I had no way to know/answer “Am I in the right relationship?” or “Am I on the right track?” because I had no clue and I was scared. It was all way too complicated and so much easier to be the victim of “bad luck,” a prince-turned-to-f*cktard, the sh*tty hand I was dealt, etc.
So how do you answer (or ever know for that matter) “Am I in the right relationship?” or “Am I on the right track in life?”
I get asked these questions a lot and the answer is really simple. You guys know how much I hate complicating things.

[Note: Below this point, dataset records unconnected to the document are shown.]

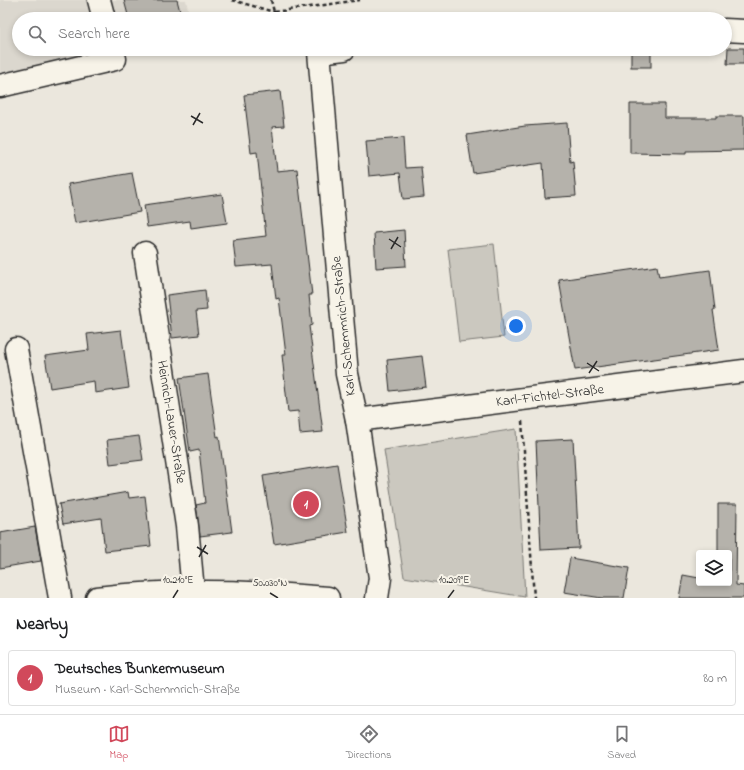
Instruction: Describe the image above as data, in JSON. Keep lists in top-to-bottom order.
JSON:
{
  "streets": {
    "street": ["Karl-Schemmrich-Straße", "Karl-Fichtel-Straße", "Heinrich-Lauer-Straße"]
  },
  "crossings": [
    ["Karl-Schemmrich-Straße", "Karl-Fichtel-Straße"]
  ],
  "page": {
    "search": "Search here",
    "pins": "1",
    "heading": "Nearby",
    "list": [
      {
        "mark": "1",
        "name": "Deutsches Bunkermuseum",
        "note": "Museum · Karl-Schemmrich-Straße",
        "value": "80 m"
      }
    ],
    "nav": ["Map", "Directions", "Saved"]
  },
  "coordinates": ["10.210°E", "10.209°E", "50.030°N"]
}
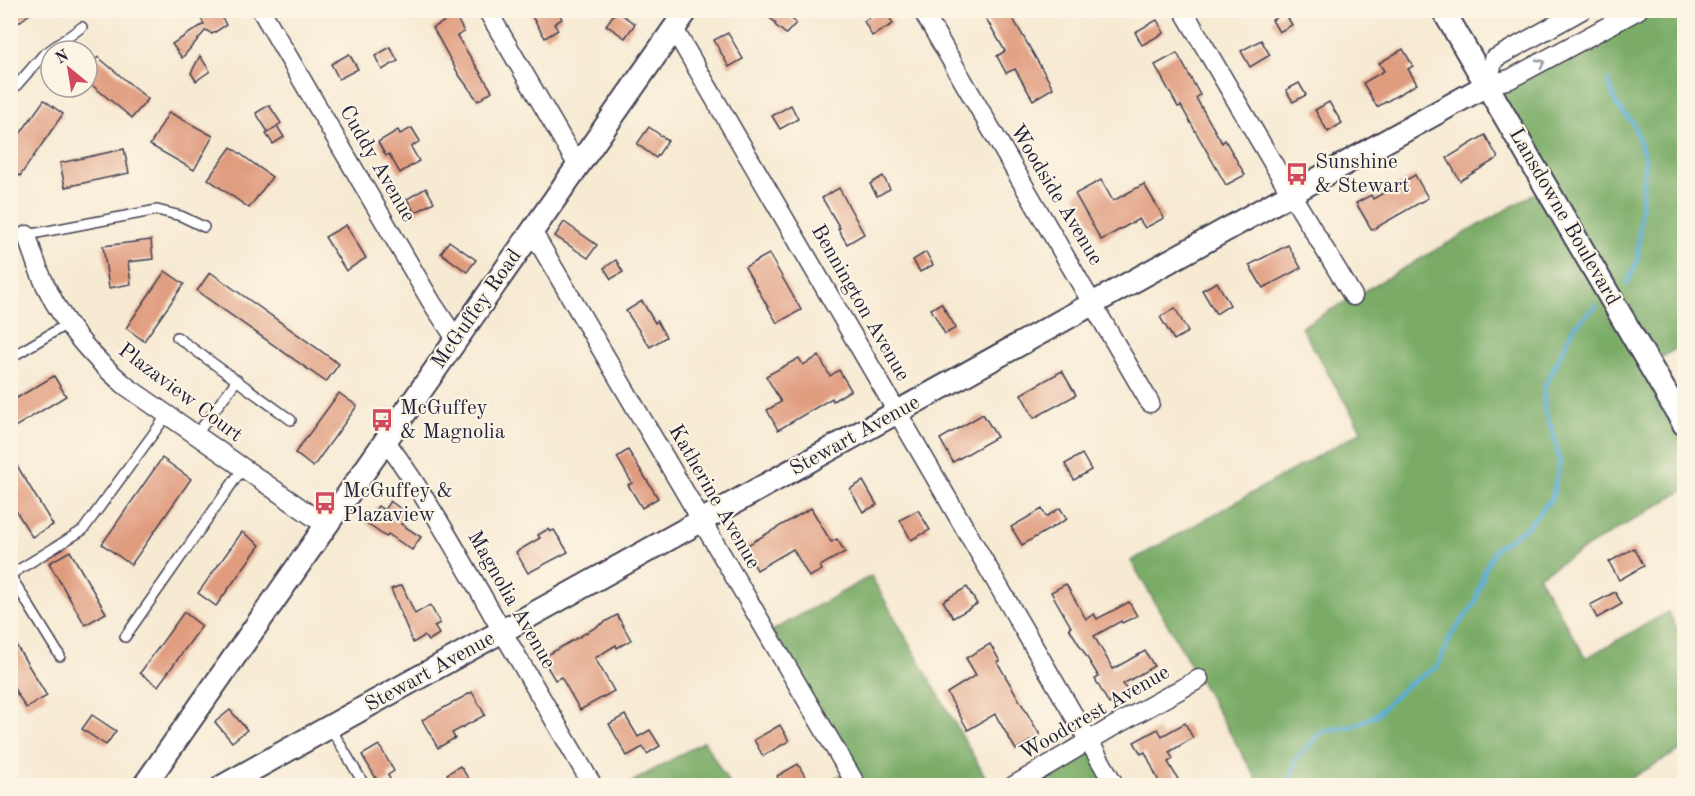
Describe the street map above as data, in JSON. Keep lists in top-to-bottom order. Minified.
{"streets":{"street":["Cuddy Avenue","Woodside Avenue","Lansdowne Boulevard","Bennington Avenue","McGuffey Road","Plazaview Court","Stewart Avenue","Katherine Avenue","Magnolia Avenue","Woodcrest Avenue"]},"crossings":[["Cuddy Avenue","McGuffey Road"],["Woodside Avenue","Stewart Avenue"],["Lansdowne Boulevard","Stewart Avenue"],["Bennington Avenue","McGuffey Road"],["Bennington Avenue","Stewart Avenue"],["Bennington Avenue","Woodcrest Avenue"],["McGuffey Road","Plazaview Court"],["McGuffey Road","Katherine Avenue"],["McGuffey Road","Magnolia Avenue"],["Stewart Avenue","Katherine Avenue"],["Stewart Avenue","Magnolia Avenue"]],"places":{"bus stop":["Sunshine & Stewart","McGuffey & Magnolia","McGuffey & Plazaview"]},"north":"top left"}
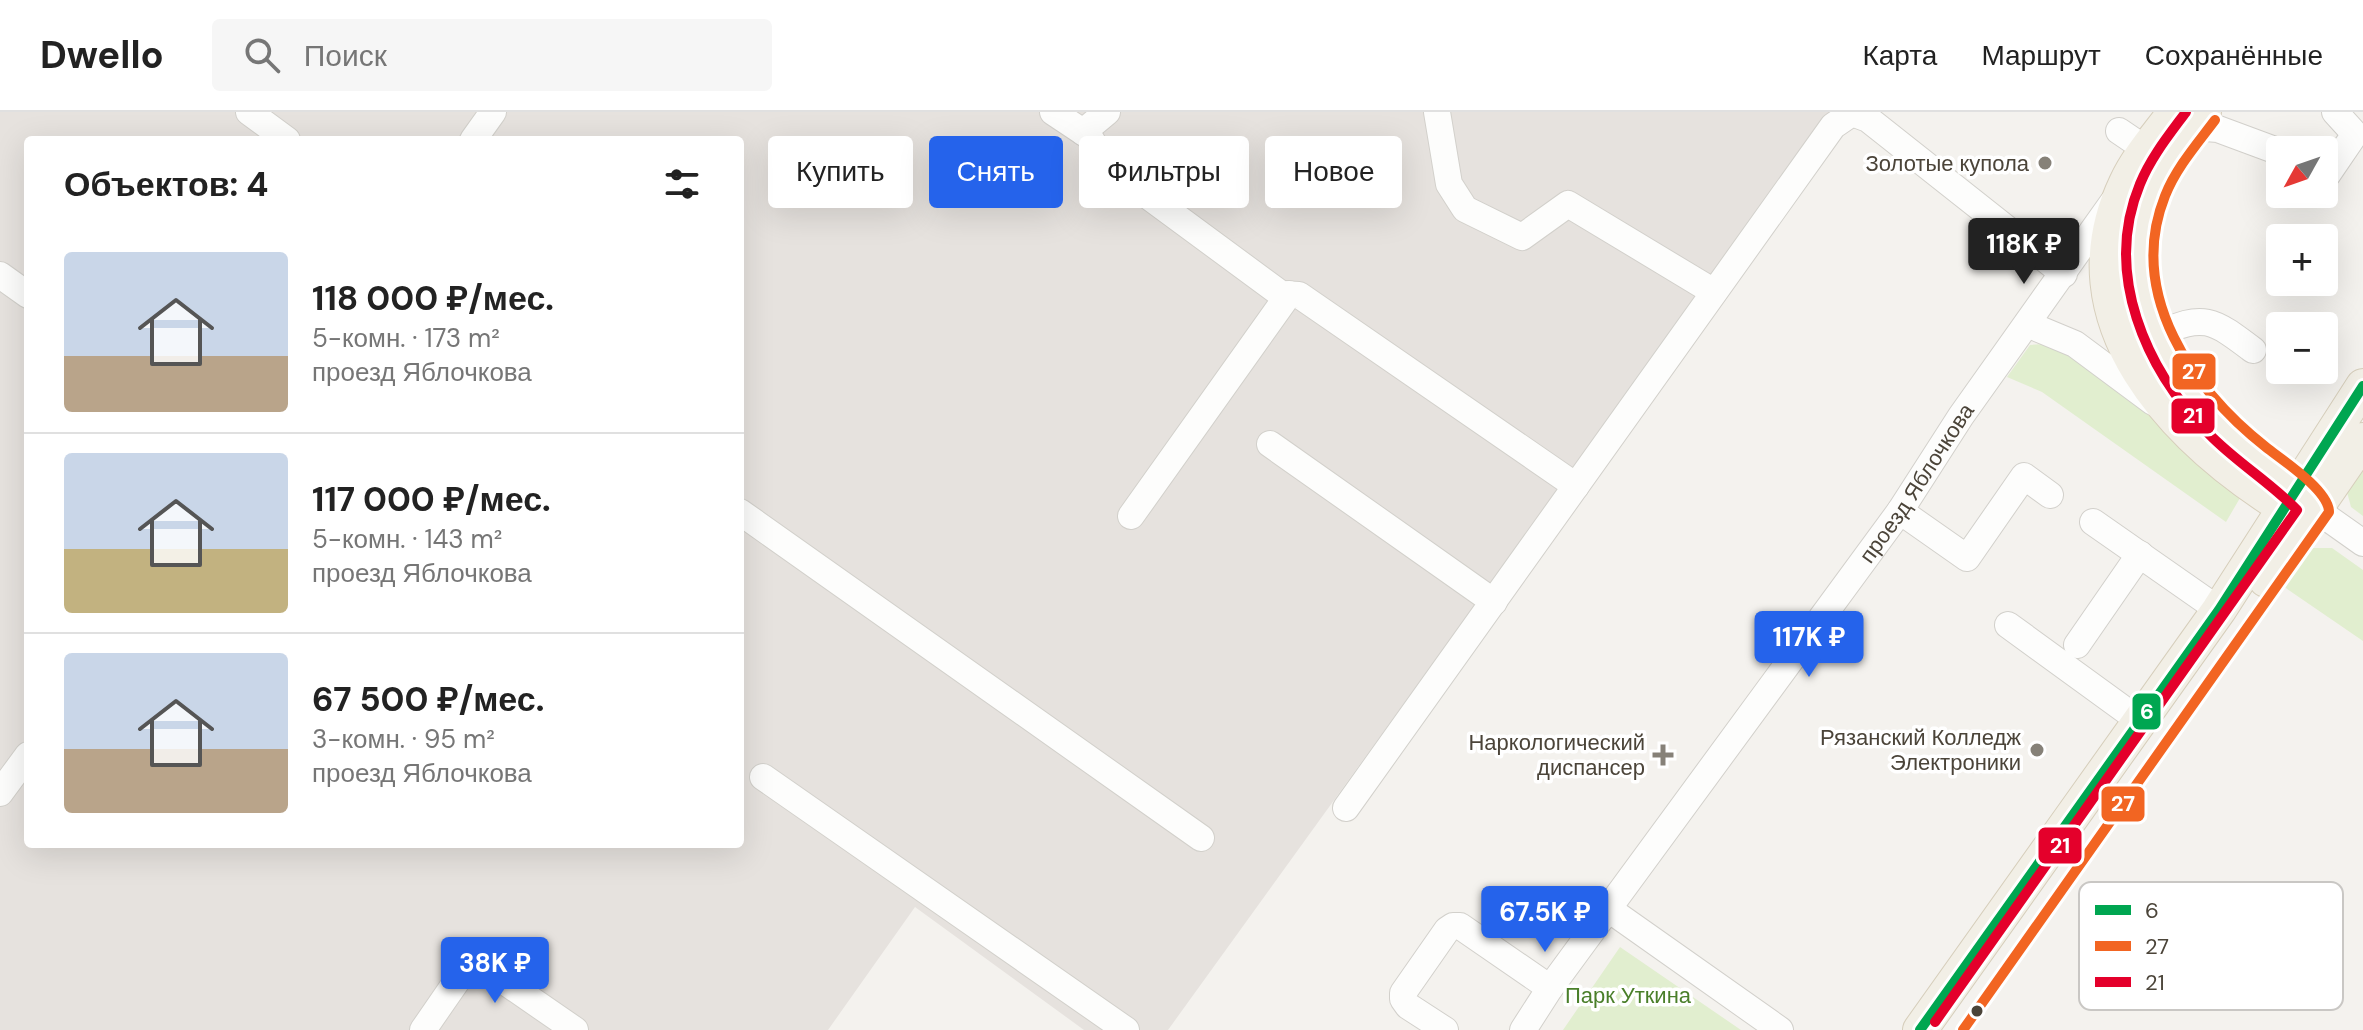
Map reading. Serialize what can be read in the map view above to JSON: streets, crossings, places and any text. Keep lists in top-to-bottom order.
{
  "streets": {
    "main road": ["проезд Яблочкова"]
  },
  "parks": ["Парк Уткина"],
  "places": {
    "other": ["Золотые купола", "Рязанский Колледж Электроники"],
    "health": ["Наркологический диспансер"]
  },
  "lines": ["transit line 21", "transit line 27", "transit line 6"],
  "legend": ["6", "27", "21"],
  "north": "bottom left",
  "page": {
    "header": "Dwello",
    "search": "Поиск",
    "nav": ["Карта", "Маршрут", "Сохранённые"],
    "map_buttons": ["+", "−"],
    "chip": [
      "Купить",
      "Снять",
      "Фильтры",
      "Новое"
    ],
    "heading": "Объектов: 4",
    "price": [
      "118K ₽",
      "117K ₽",
      "67.5K ₽",
      "38K ₽"
    ],
    "list": [
      {
        "name": "118 000 ₽/мес.",
        "note": "5-комн. · 173 m² · проезд Яблочкова"
      },
      {
        "name": "117 000 ₽/мес.",
        "note": "5-комн. · 143 m² · проезд Яблочкова"
      },
      {
        "name": "67 500 ₽/мес.",
        "note": "3-комн. · 95 m² · проезд Яблочкова"
      }
    ]
  }
}
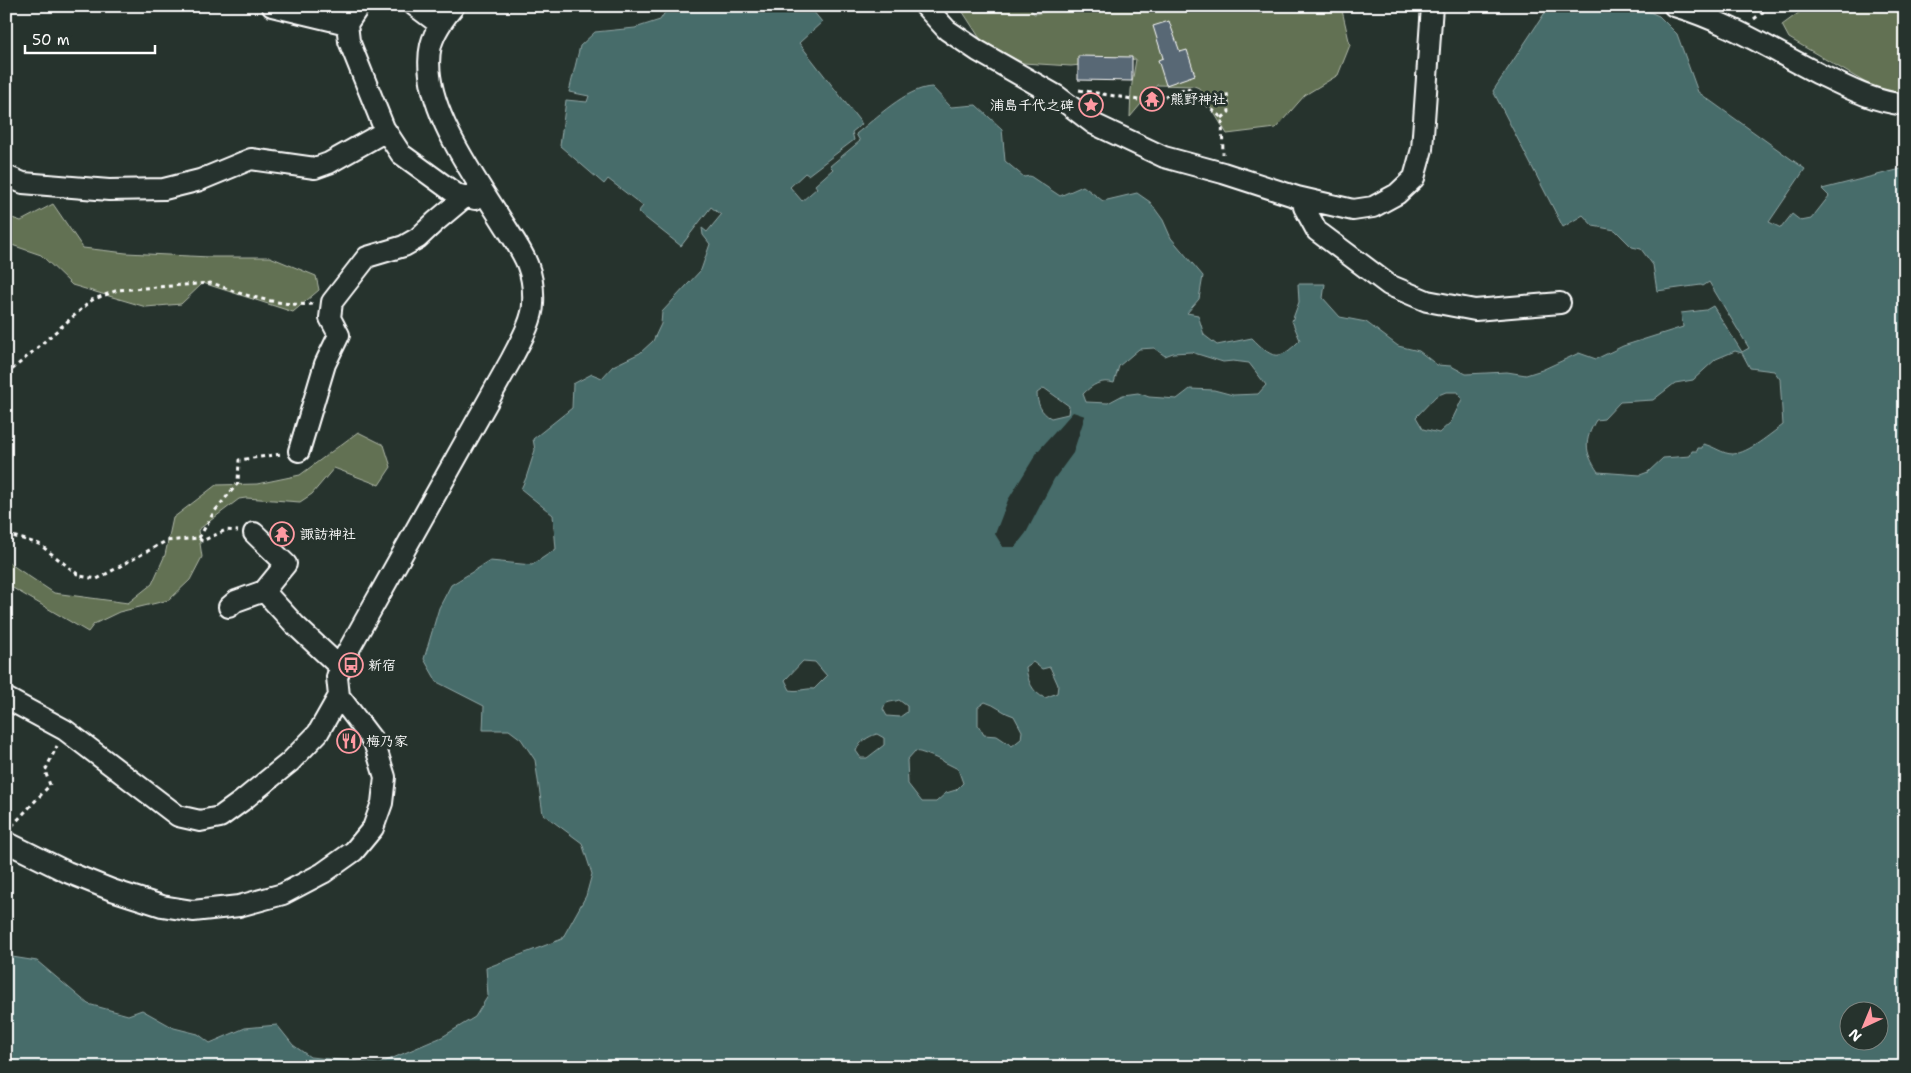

+ First, know this – No matter how alone, lost or hopeless you feel, KNOW that we all have a destiny, and we all have a reason for being. Once you attain the knowingness that you have something, it will motivate you to proactively search for it instead of lamenting about (and blaming your misfortune on), its absence. You don’t need to question the existence of your purpose and destiny any longer. If you’re reading this article right now, breathing air and thinking those detonating insecure thoughts with a beating heart and blood pumping through your veins, guess what? You.have.a.purpose. You’re not alone. You’re safe. You’re supported. You’re here. Breathe.
Whether it’s a romantic relationship, a friendship, your job or an important life decision that you have to make, the only way to really know, “Am I in the right relationship?” “Am I on the right track?” “Am I making the right decisions?” is by assessing the cost.
“the best things in life are free”
Ever heard that one before? Of course you have. It’s one of those quotes that’s drilled into our heads as kids but that we learn to devalue the meaning of because as we grow, so much of our own value becomes dictated by possessions and relationships that cost us, in more ways than one.
If we don’t have to work for it in the name of blood, sweat, heartbreak, humiliation, validation and tears, wtf value does it even have?
When it comes to answering “Am I in the right relationship?” or, “Am I on the right track?” the only way to definitively know is by having an honest conversation with yourself about the cost. Forget gangster, this is about becoming your own emotional and spiritual BANKER.
One of my favorite people, Caroline Myss says that you’ll know you’re on the right track when you no longer put yourself in positions where you’re compromising your personal integrity, by making choices or choosing circumstances that betray yourself.
Ask yourself these questions:
- What is this costing me? What is the emotional, spiritual & physical cost here?
- Am I bleeding out/eroding my own power, self love, and dignity?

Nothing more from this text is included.